Durante il Convegno internazionale John Henry Newman oggi: logos e dialogo presso l’Università Cattolica del Sacro Cuore a Milano dal giovedì 26 – venerdì 27 marzo 2009 il Preposito dell’Oratorio di Birmingham e Postulatore della causa di beatificazione di John Henry Newman, P. Paul Chavasse ha inviato il seguente messaggio in inglese:
A MESSAGE FROM THE POSTULATOR
I send my warmest greetings to the participants in the Newman Conference gathered in Milan. I am sure your time together has served to deepen the bonds of friendship amongst Newman scholars from different countries. I am equally sure that the high quality of the papers presented will have served to deepen your understanding of the legacy bequeathed to us by our great English Cardinal.
My few words are not so much of a contribution to your Newman studies. Rather they seek to address the questions we are asked so often nowadays. Was Newman a Saint? What is the state of his Cause for Canonisation?
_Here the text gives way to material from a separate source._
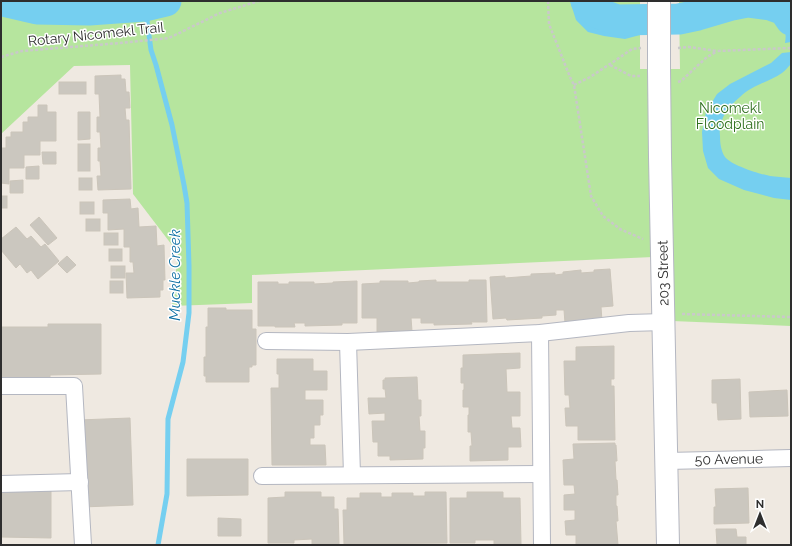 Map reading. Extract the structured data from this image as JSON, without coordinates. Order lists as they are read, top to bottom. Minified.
{"streets":{"main road":["203 Street"],"street":["50 Avenue"],"path":["Rotary Nicomekl Trail"]},"crossings":[["203 Street","50 Avenue"]],"water":["Muckle Creek"],"parks":["Nicomekl Floodplain"],"north":"top"}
In August 1887 Bishop Ullathorne of Birmingham made one of his last visits to the Oratory in Edgbaston in order to pay his respects to Cardinal Newman. After he returned home, the Bishop wrote down his impressions of the visit; he ended by saying “There is a Saint in that man!” That perception of Ullathorne’s was echoed three years later after Cardinal Newman’s death. Obituaries from all over the world paid tribute to his holiness and looked forward to the day when the Catholic Church would surely canonise one of her greatest sons. One of the most interesting tributes, quoted to you already by Fr Dermot Fenlon of my community, referred to Newman’s death as being like the extinguishing of a “white star”; a star which had acted as a sure guide to so many for so long.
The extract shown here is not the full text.